§ Exercise aim: Starting at the first line, copy the data below through to the end, exactly.

Stored items:

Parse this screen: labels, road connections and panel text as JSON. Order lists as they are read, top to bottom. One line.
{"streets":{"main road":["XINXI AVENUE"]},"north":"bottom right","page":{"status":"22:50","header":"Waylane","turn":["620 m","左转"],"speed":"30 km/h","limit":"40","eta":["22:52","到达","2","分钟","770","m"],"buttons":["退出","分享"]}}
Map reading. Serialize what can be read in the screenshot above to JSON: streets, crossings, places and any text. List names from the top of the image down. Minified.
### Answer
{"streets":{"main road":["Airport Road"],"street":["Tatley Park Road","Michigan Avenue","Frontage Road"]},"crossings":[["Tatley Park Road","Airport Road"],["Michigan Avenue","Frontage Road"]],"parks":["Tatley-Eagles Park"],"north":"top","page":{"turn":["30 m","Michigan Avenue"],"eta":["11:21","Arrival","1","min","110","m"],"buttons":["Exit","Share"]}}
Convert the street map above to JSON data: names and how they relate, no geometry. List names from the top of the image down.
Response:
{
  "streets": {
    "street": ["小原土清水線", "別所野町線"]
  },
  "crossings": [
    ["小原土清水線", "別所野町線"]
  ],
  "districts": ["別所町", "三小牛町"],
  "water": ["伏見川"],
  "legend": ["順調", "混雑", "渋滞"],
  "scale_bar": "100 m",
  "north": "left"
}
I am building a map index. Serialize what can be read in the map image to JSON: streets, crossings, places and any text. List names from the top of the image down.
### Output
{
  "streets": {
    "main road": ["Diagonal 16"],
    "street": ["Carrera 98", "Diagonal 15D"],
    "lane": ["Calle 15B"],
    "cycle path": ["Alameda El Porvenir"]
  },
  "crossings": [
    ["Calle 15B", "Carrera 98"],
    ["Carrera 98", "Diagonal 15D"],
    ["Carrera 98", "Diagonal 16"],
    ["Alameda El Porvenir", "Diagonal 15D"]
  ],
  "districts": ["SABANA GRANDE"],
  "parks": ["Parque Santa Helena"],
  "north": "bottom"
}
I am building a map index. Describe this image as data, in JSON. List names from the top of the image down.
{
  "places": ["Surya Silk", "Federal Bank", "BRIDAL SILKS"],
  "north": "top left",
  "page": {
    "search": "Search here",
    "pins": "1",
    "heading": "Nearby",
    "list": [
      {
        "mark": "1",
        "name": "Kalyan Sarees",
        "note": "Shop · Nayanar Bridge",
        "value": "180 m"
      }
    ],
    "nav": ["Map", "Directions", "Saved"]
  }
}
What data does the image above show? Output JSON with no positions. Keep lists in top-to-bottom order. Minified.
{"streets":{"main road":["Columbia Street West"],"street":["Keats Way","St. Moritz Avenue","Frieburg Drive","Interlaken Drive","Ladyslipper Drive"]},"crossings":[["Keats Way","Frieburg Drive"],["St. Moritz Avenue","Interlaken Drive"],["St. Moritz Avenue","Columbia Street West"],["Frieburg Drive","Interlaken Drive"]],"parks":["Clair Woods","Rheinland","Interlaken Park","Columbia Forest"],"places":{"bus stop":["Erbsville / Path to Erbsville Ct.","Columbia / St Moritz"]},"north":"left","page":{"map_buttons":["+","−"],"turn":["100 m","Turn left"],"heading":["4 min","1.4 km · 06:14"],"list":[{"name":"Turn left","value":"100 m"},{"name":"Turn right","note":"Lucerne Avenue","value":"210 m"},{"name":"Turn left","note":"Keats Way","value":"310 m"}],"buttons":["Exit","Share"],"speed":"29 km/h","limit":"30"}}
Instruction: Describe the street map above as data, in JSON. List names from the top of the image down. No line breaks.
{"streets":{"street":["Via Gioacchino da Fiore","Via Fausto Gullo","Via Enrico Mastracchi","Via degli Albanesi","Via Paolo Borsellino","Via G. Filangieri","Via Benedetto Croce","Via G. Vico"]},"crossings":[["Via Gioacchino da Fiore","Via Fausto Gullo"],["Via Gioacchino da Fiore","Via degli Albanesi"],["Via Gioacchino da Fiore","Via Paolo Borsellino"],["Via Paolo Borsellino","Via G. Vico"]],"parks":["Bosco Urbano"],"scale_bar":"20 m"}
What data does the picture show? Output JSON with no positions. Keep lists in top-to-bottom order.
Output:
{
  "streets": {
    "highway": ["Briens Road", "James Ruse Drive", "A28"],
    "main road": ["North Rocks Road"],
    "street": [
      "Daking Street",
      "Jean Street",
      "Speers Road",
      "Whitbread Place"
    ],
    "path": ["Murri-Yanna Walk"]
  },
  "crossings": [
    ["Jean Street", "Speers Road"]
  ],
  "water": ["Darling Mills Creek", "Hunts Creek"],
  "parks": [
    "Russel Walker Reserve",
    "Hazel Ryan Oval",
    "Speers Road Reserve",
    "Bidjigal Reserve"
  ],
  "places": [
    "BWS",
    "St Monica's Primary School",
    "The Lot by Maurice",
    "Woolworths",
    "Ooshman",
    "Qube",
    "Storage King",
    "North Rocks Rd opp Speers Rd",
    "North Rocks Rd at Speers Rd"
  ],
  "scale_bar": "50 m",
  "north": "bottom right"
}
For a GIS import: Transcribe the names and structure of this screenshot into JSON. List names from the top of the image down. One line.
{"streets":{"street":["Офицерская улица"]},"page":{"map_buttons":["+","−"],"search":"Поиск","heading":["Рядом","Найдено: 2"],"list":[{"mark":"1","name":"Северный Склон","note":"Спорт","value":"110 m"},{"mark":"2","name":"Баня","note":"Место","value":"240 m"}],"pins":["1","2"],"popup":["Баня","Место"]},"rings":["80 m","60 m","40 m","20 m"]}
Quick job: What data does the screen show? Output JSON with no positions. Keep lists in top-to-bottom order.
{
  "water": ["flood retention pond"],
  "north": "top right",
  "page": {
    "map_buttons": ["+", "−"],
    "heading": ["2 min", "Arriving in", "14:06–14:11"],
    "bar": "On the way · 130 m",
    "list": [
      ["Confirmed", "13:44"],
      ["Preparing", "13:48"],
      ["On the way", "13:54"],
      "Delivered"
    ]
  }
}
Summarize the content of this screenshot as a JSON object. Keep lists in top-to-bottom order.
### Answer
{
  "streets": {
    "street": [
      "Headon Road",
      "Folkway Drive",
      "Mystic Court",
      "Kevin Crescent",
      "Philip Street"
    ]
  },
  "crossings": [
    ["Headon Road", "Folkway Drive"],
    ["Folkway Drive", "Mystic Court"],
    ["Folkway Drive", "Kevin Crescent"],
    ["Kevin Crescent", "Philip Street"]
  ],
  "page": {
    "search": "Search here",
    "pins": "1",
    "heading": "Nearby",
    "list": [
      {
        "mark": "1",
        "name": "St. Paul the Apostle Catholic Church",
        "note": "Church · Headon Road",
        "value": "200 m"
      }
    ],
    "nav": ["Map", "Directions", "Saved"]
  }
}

§ Response:
Parse this screen: labels, road connections and panel text as JSON. Order lists as they are read, top to bottom. One line.
{"streets":{"main road":["XINXI AVENUE"]},"north":"bottom right","page":{"status":"22:50","header":"Waylane","turn":["620 m","左转"],"speed":"30 km/h","limit":"40","eta":["22:52","到达","2","分钟","770","m"],"buttons":["退出","分享"]}}
Map reading. Serialize what can be read in the screenshot above to JSON: streets, crossings, places and any text. List names from the top of the image down. Minified.
### Answer
{"streets":{"main road":["Airport Road"],"street":["Tatley Park Road","Michigan Avenue","Frontage Road"]},"crossings":[["Tatley Park Road","Airport Road"],["Michigan Avenue","Frontage Road"]],"parks":["Tatley-Eagles Park"],"north":"top","page":{"turn":["30 m","Michigan Avenue"],"eta":["11:21","Arrival","1","min","110","m"],"buttons":["Exit","Share"]}}
Convert the street map above to JSON data: names and how they relate, no geometry. List names from the top of the image down.
Response:
{
  "streets": {
    "street": ["小原土清水線", "別所野町線"]
  },
  "crossings": [
    ["小原土清水線", "別所野町線"]
  ],
  "districts": ["別所町", "三小牛町"],
  "water": ["伏見川"],
  "legend": ["順調", "混雑", "渋滞"],
  "scale_bar": "100 m",
  "north": "left"
}
I am building a map index. Serialize what can be read in the map image to JSON: streets, crossings, places and any text. List names from the top of the image down.
### Output
{
  "streets": {
    "main road": ["Diagonal 16"],
    "street": ["Carrera 98", "Diagonal 15D"],
    "lane": ["Calle 15B"],
    "cycle path": ["Alameda El Porvenir"]
  },
  "crossings": [
    ["Calle 15B", "Carrera 98"],
    ["Carrera 98", "Diagonal 15D"],
    ["Carrera 98", "Diagonal 16"],
    ["Alameda El Porvenir", "Diagonal 15D"]
  ],
  "districts": ["SABANA GRANDE"],
  "parks": ["Parque Santa Helena"],
  "north": "bottom"
}
I am building a map index. Describe this image as data, in JSON. List names from the top of the image down.
{
  "places": ["Surya Silk", "Federal Bank", "BRIDAL SILKS"],
  "north": "top left",
  "page": {
    "search": "Search here",
    "pins": "1",
    "heading": "Nearby",
    "list": [
      {
        "mark": "1",
        "name": "Kalyan Sarees",
        "note": "Shop · Nayanar Bridge",
        "value": "180 m"
      }
    ],
    "nav": ["Map", "Directions", "Saved"]
  }
}
What data does the image above show? Output JSON with no positions. Keep lists in top-to-bottom order. Minified.
{"streets":{"main road":["Columbia Street West"],"street":["Keats Way","St. Moritz Avenue","Frieburg Drive","Interlaken Drive","Ladyslipper Drive"]},"crossings":[["Keats Way","Frieburg Drive"],["St. Moritz Avenue","Interlaken Drive"],["St. Moritz Avenue","Columbia Street West"],["Frieburg Drive","Interlaken Drive"]],"parks":["Clair Woods","Rheinland","Interlaken Park","Columbia Forest"],"places":{"bus stop":["Erbsville / Path to Erbsville Ct.","Columbia / St Moritz"]},"north":"left","page":{"map_buttons":["+","−"],"turn":["100 m","Turn left"],"heading":["4 min","1.4 km · 06:14"],"list":[{"name":"Turn left","value":"100 m"},{"name":"Turn right","note":"Lucerne Avenue","value":"210 m"},{"name":"Turn left","note":"Keats Way","value":"310 m"}],"buttons":["Exit","Share"],"speed":"29 km/h","limit":"30"}}
Instruction: Describe the street map above as data, in JSON. List names from the top of the image down. No line breaks.
{"streets":{"street":["Via Gioacchino da Fiore","Via Fausto Gullo","Via Enrico Mastracchi","Via degli Albanesi","Via Paolo Borsellino","Via G. Filangieri","Via Benedetto Croce","Via G. Vico"]},"crossings":[["Via Gioacchino da Fiore","Via Fausto Gullo"],["Via Gioacchino da Fiore","Via degli Albanesi"],["Via Gioacchino da Fiore","Via Paolo Borsellino"],["Via Paolo Borsellino","Via G. Vico"]],"parks":["Bosco Urbano"],"scale_bar":"20 m"}
What data does the picture show? Output JSON with no positions. Keep lists in top-to-bottom order.
Output:
{
  "streets": {
    "highway": ["Briens Road", "James Ruse Drive", "A28"],
    "main road": ["North Rocks Road"],
    "street": [
      "Daking Street",
      "Jean Street",
      "Speers Road",
      "Whitbread Place"
    ],
    "path": ["Murri-Yanna Walk"]
  },
  "crossings": [
    ["Jean Street", "Speers Road"]
  ],
  "water": ["Darling Mills Creek", "Hunts Creek"],
  "parks": [
    "Russel Walker Reserve",
    "Hazel Ryan Oval",
    "Speers Road Reserve",
    "Bidjigal Reserve"
  ],
  "places": [
    "BWS",
    "St Monica's Primary School",
    "The Lot by Maurice",
    "Woolworths",
    "Ooshman",
    "Qube",
    "Storage King",
    "North Rocks Rd opp Speers Rd",
    "North Rocks Rd at Speers Rd"
  ],
  "scale_bar": "50 m",
  "north": "bottom right"
}
For a GIS import: Transcribe the names and structure of this screenshot into JSON. List names from the top of the image down. One line.
{"streets":{"street":["Офицерская улица"]},"page":{"map_buttons":["+","−"],"search":"Поиск","heading":["Рядом","Найдено: 2"],"list":[{"mark":"1","name":"Северный Склон","note":"Спорт","value":"110 m"},{"mark":"2","name":"Баня","note":"Место","value":"240 m"}],"pins":["1","2"],"popup":["Баня","Место"]},"rings":["80 m","60 m","40 m","20 m"]}
Quick job: What data does the screen show? Output JSON with no positions. Keep lists in top-to-bottom order.
{
  "water": ["flood retention pond"],
  "north": "top right",
  "page": {
    "map_buttons": ["+", "−"],
    "heading": ["2 min", "Arriving in", "14:06–14:11"],
    "bar": "On the way · 130 m",
    "list": [
      ["Confirmed", "13:44"],
      ["Preparing", "13:48"],
      ["On the way", "13:54"],
      "Delivered"
    ]
  }
}
Summarize the content of this screenshot as a JSON object. Keep lists in top-to-bottom order.
### Answer
{
  "streets": {
    "street": [
      "Headon Road",
      "Folkway Drive",
      "Mystic Court",
      "Kevin Crescent",
      "Philip Street"
    ]
  },
  "crossings": [
    ["Headon Road", "Folkway Drive"],
    ["Folkway Drive", "Mystic Court"],
    ["Folkway Drive", "Kevin Crescent"],
    ["Kevin Crescent", "Philip Street"]
  ],
  "page": {
    "search": "Search here",
    "pins": "1",
    "heading": "Nearby",
    "list": [
      {
        "mark": "1",
        "name": "St. Paul the Apostle Catholic Church",
        "note": "Church · Headon Road",
        "value": "200 m"
      }
    ],
    "nav": ["Map", "Directions", "Saved"]
  }
}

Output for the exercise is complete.